The talk will be held virtually via Zoom and in-person at 107 Norman Smith Hall, UMaine.
- Virtual attendance: Complete the registration form to receive Zoom connection information.
- In-person attendance: Attendees must follow UMaine’s COVID-19 guidelines.
Speakers:
Catherine Ashcraft, Assistant Professor, Natural Resources and the Environment; Faculty Fellow, Carsey School of Public Policy, University of New Hampshire
Weiwei Mo, Associate Professor, Civil and Environmental Engineering, University of New Hampshire.
The United States is one of the most heavily dammed countries around the world. The US National Inventory of Dams maintains a list of more than 90,000 dams, which does not include an additional 200,000 dams that are too small to make the list. Historically, dams in the U.S. provided benefits, such as hydropower, water supply, and recreation. As dams age, they provide fewer benefits and require more maintenance and improvements. Dams also contribute to negative environmental impacts, such as altering stream flow, impairing water quality, and disrupting ecosystem connectivity. Decisions about dams highlight challenges for sustainability partnerships and the science-policy interface, including the difficulty of systems thinking and of managing conflict between interested parties.
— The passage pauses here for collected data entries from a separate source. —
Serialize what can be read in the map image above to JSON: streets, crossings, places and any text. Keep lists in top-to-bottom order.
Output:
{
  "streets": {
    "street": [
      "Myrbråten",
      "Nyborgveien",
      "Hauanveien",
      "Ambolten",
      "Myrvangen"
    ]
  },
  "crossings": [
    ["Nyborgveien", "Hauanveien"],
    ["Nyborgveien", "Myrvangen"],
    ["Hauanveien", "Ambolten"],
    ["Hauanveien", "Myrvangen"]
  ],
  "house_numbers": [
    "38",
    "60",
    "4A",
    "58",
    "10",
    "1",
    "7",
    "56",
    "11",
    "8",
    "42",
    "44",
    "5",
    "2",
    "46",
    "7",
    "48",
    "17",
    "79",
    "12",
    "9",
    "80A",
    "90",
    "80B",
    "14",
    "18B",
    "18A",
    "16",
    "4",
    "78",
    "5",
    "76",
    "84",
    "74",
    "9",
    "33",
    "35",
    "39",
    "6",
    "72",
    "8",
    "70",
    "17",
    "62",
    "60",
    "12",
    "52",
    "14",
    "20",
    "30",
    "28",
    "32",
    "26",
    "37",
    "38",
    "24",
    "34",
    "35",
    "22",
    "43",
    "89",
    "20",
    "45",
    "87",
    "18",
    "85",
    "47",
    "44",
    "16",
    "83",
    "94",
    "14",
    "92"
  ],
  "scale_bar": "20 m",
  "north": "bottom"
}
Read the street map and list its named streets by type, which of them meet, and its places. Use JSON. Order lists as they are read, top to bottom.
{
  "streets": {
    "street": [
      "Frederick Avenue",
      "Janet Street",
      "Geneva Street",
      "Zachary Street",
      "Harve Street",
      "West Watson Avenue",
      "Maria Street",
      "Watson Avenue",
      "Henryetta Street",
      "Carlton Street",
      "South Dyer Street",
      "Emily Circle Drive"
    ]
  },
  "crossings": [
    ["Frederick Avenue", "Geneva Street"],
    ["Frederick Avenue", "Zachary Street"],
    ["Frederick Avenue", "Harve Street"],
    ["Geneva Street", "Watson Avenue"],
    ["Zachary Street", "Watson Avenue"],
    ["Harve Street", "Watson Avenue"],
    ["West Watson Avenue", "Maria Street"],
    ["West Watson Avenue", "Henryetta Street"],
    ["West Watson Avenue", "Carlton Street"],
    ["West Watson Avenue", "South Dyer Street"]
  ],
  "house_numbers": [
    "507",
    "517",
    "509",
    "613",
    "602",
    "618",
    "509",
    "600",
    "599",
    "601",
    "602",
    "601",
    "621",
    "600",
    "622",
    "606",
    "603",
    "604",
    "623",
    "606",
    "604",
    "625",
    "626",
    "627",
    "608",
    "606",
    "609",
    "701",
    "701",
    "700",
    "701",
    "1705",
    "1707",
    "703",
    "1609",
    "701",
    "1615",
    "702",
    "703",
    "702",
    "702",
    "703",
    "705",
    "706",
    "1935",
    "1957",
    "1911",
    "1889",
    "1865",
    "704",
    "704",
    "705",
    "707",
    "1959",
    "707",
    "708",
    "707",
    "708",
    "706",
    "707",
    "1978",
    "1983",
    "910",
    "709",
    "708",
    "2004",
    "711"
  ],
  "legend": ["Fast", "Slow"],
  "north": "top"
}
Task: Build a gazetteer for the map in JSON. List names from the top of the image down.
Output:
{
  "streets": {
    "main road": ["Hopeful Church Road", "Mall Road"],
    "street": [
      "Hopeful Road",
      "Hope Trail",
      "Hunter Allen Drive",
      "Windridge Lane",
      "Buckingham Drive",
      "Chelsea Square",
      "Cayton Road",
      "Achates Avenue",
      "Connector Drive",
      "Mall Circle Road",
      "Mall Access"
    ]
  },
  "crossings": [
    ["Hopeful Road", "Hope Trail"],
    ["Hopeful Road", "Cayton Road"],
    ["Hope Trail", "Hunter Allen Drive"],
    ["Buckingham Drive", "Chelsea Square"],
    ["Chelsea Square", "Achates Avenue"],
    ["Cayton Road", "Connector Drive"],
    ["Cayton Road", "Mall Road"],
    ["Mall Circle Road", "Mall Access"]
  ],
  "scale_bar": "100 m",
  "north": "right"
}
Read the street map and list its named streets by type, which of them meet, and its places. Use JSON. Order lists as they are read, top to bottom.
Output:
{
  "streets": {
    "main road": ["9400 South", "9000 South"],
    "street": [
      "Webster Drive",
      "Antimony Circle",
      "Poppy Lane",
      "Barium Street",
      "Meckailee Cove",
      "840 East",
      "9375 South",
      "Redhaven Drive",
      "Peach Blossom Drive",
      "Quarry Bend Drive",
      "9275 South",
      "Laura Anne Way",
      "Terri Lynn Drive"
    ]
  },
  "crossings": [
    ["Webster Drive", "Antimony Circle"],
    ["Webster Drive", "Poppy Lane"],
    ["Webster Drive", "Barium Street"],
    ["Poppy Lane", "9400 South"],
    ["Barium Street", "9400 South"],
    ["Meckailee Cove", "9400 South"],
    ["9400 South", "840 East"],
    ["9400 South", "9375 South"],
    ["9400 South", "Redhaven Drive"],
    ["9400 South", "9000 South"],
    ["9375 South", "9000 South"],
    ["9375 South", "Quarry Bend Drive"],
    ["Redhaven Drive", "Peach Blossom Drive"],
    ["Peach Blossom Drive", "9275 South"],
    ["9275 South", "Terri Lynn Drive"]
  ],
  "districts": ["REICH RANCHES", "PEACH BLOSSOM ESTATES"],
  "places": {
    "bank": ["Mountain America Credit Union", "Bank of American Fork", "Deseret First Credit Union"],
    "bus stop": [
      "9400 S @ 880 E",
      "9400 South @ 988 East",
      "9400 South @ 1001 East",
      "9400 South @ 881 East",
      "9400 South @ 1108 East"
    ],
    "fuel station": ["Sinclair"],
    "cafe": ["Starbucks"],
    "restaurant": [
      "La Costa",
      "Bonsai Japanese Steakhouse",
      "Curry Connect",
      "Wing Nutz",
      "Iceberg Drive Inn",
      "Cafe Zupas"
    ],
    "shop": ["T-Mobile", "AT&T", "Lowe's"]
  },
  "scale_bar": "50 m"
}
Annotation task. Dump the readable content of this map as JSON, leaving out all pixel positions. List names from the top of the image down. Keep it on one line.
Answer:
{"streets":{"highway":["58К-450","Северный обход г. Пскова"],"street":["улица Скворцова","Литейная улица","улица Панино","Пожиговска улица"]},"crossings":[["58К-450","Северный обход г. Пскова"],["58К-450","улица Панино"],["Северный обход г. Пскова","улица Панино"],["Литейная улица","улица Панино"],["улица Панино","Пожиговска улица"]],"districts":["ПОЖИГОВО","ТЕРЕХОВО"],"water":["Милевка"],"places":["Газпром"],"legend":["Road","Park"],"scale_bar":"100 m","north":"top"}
Cat, Weiwei and their collaborators, Natallia Leuchanka Diessner and Cuihong Song, developed an integrated role-play simulation and system dynamics model to respond to the challenges of dam decision-making. They aimed for the simulation and model to integrate knowledge from researchers and potential users and to create a safe space to bring them together to interact with one another, learn about dam systems, one another’s interests and priorities, and foster innovations in problem-solving. This tool has been applied for research in several place-based workshops with stakeholders in New Hampshire and Rhode Island. Workshop participants negotiated with one another to explore dam management options in the fictional, dammed Pearl River and its tributary, Mill Creek. In contrast to the typical way decisions are made in practice, the team found that the negotiated solutions from the workshops usually involve a multi-dam management approach with diversified management options that meet interests to improve fish populations and generate hydropower, while keeping costs low. In response to concerns that negotiated solutions produce conservative outcomes that cater to the interests of the least ambitious stakeholders, they found that some negotiated solutions yielded benefits close to or better than the simulated solutions that optimize across trade-offs. All negotiated outcomes yielded improvements over the “business as usual” outcome. The team also found that participants reported learning about collaboration, the importance of engaging with diverse stakeholders, and the usefulness of credible science, data, and models to inform decisions about dams. Their findings highlight the potential for science-informed, stakeholder-engaged approaches to inform decision-making and improve environmental and economic outcomes.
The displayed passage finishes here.